Когда слово донеслось до либеральных ушей, заросших русофобской шерстью, русскоязычные деятели искусств, словно нежить с Лысой горы, подняли такой ор и визг, что и покойник бы проснулся. Артист, оглушенный воем, тут же очнулся от нежданной-негаданной храбрости, спохватился, схватился за бедовую голову и стал то ли каяться, то ли открещиваться от дерзкого русского слова. Вот обширная выписка из актерского дневника: «Ну и жизнь мне устроил Андрей Смирнов своей статьей в «Литературке», назвав мое выступление на шукшинских чтениях «омерзительным зрелищем». Ещё он ударил по Толе Заболоцкому. Тут же посыпались отклики читателей. Один прислал использованный презерватив со словами: «Я твою жопу драл». Другая, еврейка (письмо я ее зря выбросил): «Мы уедем и наши дети будут жить хорошо, а вот как вы жить будете…» Документ — статья и письмо какой-то дамы, — что вывесил Любимов в театре на общее обозрение, превзошел всю подлость, что можно было ждать. Там я и антисемит, и черносотенец, и ярый хулиган. (…) Всю ночь я думал, как мне теперь жить, никому ничего не докажешь, не докричишься. Вытащил открытку поздравительную Распутина: «Слушал твое слово у Шукшина — очень и очень хорошо». И успокоился несколько.

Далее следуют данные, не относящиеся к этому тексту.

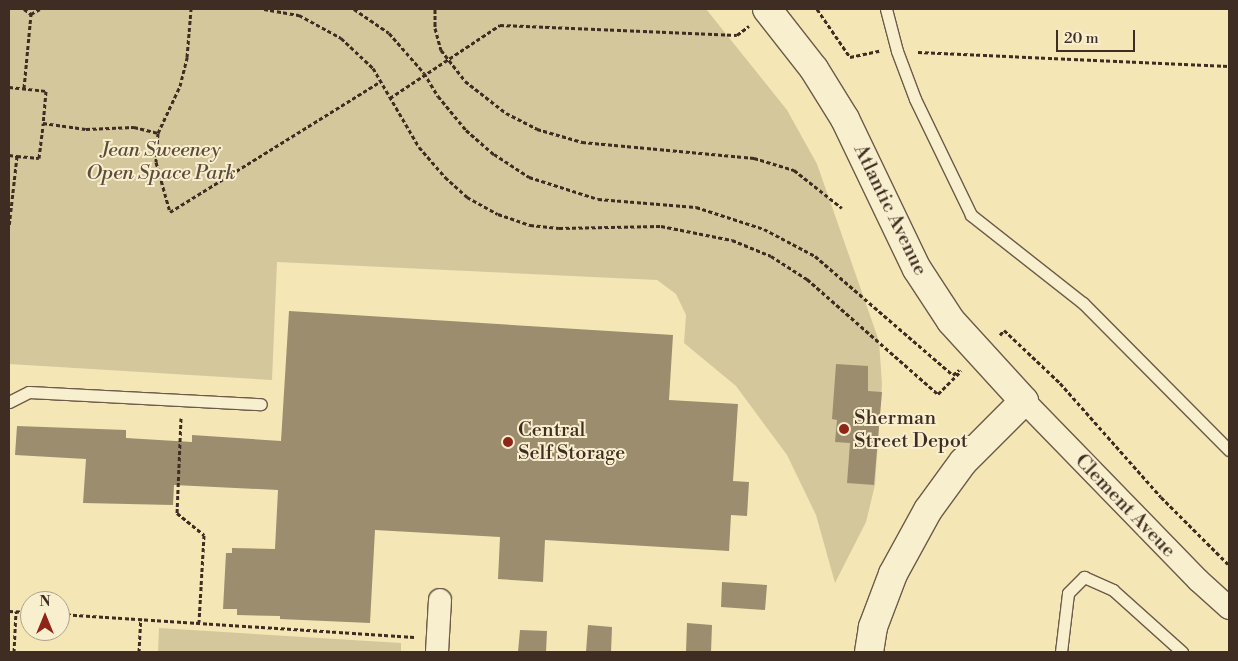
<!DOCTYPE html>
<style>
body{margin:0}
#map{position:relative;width:1238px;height:661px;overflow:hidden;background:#f4e7b5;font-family:"Libre Bodoni",serif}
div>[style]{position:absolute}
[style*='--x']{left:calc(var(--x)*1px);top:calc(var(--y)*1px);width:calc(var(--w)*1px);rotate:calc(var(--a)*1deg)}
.green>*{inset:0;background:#d5c79c}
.building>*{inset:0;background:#9d8d6f}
.path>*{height:3px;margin-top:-1.5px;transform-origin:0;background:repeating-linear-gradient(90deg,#3f2c23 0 4px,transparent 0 6.5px)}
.roads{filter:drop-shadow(1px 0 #6c5b48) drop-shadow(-1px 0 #6c5b48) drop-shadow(0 1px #6c5b48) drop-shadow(0 -1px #6c5b48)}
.lane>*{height:11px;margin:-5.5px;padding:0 5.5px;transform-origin:5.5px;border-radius:5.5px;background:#f8efcf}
.street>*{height:22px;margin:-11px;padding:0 11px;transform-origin:11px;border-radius:11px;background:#f8efcf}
.secondary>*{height:28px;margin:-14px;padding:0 14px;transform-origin:14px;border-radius:14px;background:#f8efcf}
.dots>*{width:14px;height:14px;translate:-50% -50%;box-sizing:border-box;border:2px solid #f8efcf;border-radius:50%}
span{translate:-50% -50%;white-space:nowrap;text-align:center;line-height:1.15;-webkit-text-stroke:4px #f8efcf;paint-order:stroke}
.park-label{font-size:20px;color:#5d4b3b;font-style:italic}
.street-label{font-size:20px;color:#3f2c23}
.poi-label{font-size:20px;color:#3f2c23}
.left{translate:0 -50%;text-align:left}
.frame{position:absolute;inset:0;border:10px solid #3f2c23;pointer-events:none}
.north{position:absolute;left:20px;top:591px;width:50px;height:50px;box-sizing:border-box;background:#f8efcf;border:1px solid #aea18a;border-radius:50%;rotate:0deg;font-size:14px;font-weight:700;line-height:20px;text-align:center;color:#3f2c23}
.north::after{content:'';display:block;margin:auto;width:18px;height:22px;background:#8f2418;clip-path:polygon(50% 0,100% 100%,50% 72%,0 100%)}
.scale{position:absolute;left:1056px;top:30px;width:79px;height:22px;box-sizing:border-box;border:2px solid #3f2c23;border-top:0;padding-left:6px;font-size:15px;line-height:18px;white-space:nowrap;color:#3f2c23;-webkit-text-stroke:4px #f8efcf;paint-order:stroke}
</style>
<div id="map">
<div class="green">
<i style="clip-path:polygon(9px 9px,706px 9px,787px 110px,817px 164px,879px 341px,882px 384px,875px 485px,866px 522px,835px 583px,816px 515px,787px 455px,736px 386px,684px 343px,686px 315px,676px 294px,657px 280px,277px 262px,272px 380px,9px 364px)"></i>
<i style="clip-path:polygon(159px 628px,401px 643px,401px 652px,158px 652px)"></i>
</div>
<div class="building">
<i style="clip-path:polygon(289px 311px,673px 335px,669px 400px,738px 404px,733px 481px,749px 482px,747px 516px,731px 515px,729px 551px,545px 540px,543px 582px,498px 579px,500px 537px,375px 530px,370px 623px,280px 619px,280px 616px,237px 615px,237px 609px,223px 609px,226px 553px,232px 553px,232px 548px,275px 549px,278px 490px,174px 485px,173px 505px,83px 503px,86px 459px,15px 455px,17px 426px,126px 430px,126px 438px,192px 442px,192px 435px,281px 441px)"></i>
<i style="clip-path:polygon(836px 364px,868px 366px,868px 391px,882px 392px,874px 485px,847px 483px,850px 443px,835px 442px,837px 420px,832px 419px)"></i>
<i style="clip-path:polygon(722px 582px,767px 585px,765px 610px,721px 607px)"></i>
<i style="clip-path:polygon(687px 623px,712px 625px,711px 652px,686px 652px)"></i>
<i style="clip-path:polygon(588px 625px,612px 627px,611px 652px,586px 652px)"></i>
<i style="clip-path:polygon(520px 630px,547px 631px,546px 652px,518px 652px)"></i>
</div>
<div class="path">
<i style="--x:24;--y:9;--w:9;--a:36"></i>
<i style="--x:31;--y:14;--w:10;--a:-29"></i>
<i style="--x:264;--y:9;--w:36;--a:10"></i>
<i style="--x:299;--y:15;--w:48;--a:28.7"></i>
<i style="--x:341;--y:38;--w:44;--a:43.2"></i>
<i style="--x:373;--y:68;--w:91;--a:59.8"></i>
<i style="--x:419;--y:147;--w:40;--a:49"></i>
<i style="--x:445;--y:177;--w:30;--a:42"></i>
<i style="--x:467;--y:197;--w:35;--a:29"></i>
<i style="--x:498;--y:214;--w:34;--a:19"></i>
<i style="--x:530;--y:225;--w:29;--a:6"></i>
<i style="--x:559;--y:228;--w:102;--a:-1.1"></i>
<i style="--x:661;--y:226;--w:72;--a:11.2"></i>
<i style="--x:732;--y:240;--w:42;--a:22.3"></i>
<i style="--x:771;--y:256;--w:43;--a:32.6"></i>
<i style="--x:807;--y:279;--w:174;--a:41.3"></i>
<i style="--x:938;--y:394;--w:33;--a:-45"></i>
<i style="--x:354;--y:9;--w:42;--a:34.4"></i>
<i style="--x:389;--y:33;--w:53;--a:48.8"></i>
<i style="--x:424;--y:73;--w:27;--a:59"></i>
<i style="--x:438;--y:96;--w:44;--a:50.5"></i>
<i style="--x:466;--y:130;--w:37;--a:41"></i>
<i style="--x:494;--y:154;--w:42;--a:33.3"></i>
<i style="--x:529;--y:177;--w:72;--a:17.7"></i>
<i style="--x:598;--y:199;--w:98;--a:4.7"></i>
<i style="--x:696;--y:207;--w:71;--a:17.9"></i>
<i style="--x:764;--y:229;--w:58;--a:27.9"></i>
<i style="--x:815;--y:256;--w:182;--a:40.8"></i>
<i style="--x:953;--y:375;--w:8;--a:-40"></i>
<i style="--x:435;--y:9;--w:19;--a:90"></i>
<i style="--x:435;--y:28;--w:23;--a:75"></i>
<i style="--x:441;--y:50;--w:39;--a:52"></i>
<i style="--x:465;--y:81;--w:52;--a:38"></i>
<i style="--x:506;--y:113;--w:35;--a:27"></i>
<i style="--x:537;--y:129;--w:47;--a:16.1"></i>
<i style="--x:582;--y:142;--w:173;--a:5.3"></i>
<i style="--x:754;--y:158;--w:42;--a:16.7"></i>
<i style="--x:794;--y:170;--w:61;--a:38.4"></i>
<i style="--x:817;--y:9;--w:58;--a:55.5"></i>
<i style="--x:850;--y:57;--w:30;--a:-12"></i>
<i style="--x:918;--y:52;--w:311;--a:2.6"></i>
<i style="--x:9;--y:87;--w:37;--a:6"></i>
<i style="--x:46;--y:91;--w:32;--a:95"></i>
<i style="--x:43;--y:123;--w:43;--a:7.9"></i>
<i style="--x:86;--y:129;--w:48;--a:-2.4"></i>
<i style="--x:134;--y:127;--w:25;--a:14"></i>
<i style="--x:158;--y:133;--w:52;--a:-64.9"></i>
<i style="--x:180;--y:86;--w:30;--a:-76"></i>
<i style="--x:187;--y:57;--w:48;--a:-85.2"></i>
<i style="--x:24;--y:88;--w:74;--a:-84.6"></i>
<i style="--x:390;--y:98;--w:132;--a:-33.6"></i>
<i style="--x:500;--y:25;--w:237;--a:2.4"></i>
<i style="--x:737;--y:35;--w:15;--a:-37"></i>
<i style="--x:158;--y:133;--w:29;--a:94"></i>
<i style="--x:156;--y:162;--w:52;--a:74.4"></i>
<i style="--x:170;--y:212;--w:248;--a:-31.8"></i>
<i style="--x:9;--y:155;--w:8;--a:7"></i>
<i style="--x:17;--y:156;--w:71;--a:96.4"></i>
<i style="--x:17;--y:156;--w:22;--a:5"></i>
<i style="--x:39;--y:158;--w:35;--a:-83"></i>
<i style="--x:1000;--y:335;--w:6;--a:-51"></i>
<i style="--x:1004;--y:330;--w:77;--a:43.4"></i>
<i style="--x:1060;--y:383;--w:152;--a:48.5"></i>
<i style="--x:1161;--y:497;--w:96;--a:45"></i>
<i style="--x:181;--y:418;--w:95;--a:92.4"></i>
<i style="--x:177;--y:513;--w:35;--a:39"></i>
<i style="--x:204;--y:535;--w:87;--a:93.3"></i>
<i style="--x:9;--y:611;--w:21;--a:3"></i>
<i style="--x:60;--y:614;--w:355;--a:3.7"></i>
<i style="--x:14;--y:652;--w:41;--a:-87.2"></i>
<i style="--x:139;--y:652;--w:34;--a:-87"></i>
</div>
<div class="roads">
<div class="lane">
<i style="--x:886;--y:9;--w:43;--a:75.3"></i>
<i style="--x:897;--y:51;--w:51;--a:69.4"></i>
<i style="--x:915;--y:99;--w:129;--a:64.2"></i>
<i style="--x:971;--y:215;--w:142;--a:38.2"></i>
<i style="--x:1083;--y:303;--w:207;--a:45.2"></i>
<i style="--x:9;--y:402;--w:22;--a:-27"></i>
<i style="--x:29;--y:392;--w:232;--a:3"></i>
<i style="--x:1061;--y:652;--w:59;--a:-83.2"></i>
<i style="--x:1068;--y:593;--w:23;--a:-45"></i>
<i style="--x:1084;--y:577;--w:32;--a:24"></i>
<i style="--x:1113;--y:590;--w:93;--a:41.9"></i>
</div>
<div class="street">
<i style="--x:1024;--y:401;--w:250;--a:45.8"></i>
<i style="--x:1198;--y:580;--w:42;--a:42.1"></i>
<i style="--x:437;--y:652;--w:52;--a:-86.7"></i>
</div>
<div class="secondary">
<i style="--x:767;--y:9;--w:76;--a:51.9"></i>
<i style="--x:814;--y:69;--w:59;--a:58.2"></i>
<i style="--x:845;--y:119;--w:166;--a:64.4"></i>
<i style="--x:917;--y:269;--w:62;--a:56.8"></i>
<i style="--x:951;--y:321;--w:108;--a:47.6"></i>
<i style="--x:1024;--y:401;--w:86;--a:135"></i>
<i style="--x:963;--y:462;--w:59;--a:126.1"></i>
<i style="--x:928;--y:510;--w:73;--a:118.7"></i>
<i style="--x:893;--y:574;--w:57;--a:110.7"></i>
<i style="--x:873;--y:627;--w:25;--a:99"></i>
</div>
</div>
<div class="dots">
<i style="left:844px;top:429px;background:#8f2418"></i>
<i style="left:508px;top:442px;background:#8f2418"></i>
</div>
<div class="park-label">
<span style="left:161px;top:162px">Jean Sweeney<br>Open Space Park</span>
</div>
<div class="street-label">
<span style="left:890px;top:210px;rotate:64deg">Atlantic Avenue</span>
<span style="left:1125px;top:506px;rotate:46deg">Clement Aveue</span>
</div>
<div class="poi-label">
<span class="left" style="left:854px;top:430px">Sherman<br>Street Depot</span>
<span class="left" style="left:518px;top:442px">Central<br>Self Storage</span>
</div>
<div class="frame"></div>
<div class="north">N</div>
<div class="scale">20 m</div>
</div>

Почему я должен обращать внимание на «интеллигентный» плевок Смирнова и не верить спокойным словам мною любимого писателя и человека…»

 Анатолий Заболоцкий в устной беседе поведал: «…Валерий Золотухин в своей речи на тех Шукшинских чтениях среди прочего сказал со сцены: дескать, меня не пускают в Америку – антисемит!.. Но какой я антисемит, коль играю в театре на Таганге у Любимова, которого, конечно же, в антисемитизме не заподозришь?! Вот Анатолий Заболоцкий, тот – антисемит… Анатолий Дмитриевич, услышавший столь грозное обвинение, рвался к сцене, пытался тут же горячо ответить Золотухину, но артист Михаил Евдокимов со товарищи уговорили помолчать, чтобы не вспыхнул скандал. Посоветовали сказать свое слово на реке Катуни, в праздничном застолье; но и за столами дубовыми, яствами медовыми слово Заболоцкому не дали, и тогда Анатолий Дмитриевич, подошел к Золотухину, который сидел рядом с тогдашним губернатором Суриковым, и сказал: «Холуй ты у элитной нации…» Вышеупомянутый Смирнов, тем алтайским летом наслушавшись подобных речей, брезгливо писал в «Литературной газете», что на Шукшинские чтения собирается свора экстремистов, подразумевая среди прочих Распутина, Белова, Личутина, а был бы жив, и Шукшина.  

Увы, ныне, спустя четверть века, не отыщешь даже в «мировой паутине» ни либерально-обличительной статьи Смирнова в «Литературке», ни пламенной речи Золотухина, а когда Заболоцкий воспроизвел его речь в своей книге, издательство страха ради судейска удалило столь щекотливый эпизод Шукшинских чтений. А Валерия Сергеевича все же пустили и в Штаты, и в Израиль, и, говоря языком Золотухинского дневника «публика еврейская» приняла его радушно

 «14 ноября 1992 года. Суббота. Нью-Йорк. (…) Утром мне был устроен коллоквиум по моим «антисемитским» заявлениям, настроениям. «Говорят, вы сказали на похоронах Шукшина или Высоцкого, что его задавили, придавили». «Не пойте частушки — им тут на хрен не нужен русский фольклор, публика в основном еврейская». Смехов: «Дружил бы я с Золотухиным, если бы он был антисемит? Я мог бы работать, встречаться на улице, но не дружить». (…) 12 ноября 1997 года. Яша на концерте вчера: «В сердце у меня укоренилось, что ты антисемит. А я в это не верю. Я знаю, что ты потрясающе любишь русских, но у тебя нет причин не любить евреев, народ, который не причинил тебе никакого вреда…» (…) С каждым приездом в Израиль у меня появляется здесь всё больше и больше друзей. (…) Месяц я прожил счастливо. И грустно покидать эту благословенную землю, где окончательно растерял весь свой антисемитизм, растерял, правда, то, чего не имел…»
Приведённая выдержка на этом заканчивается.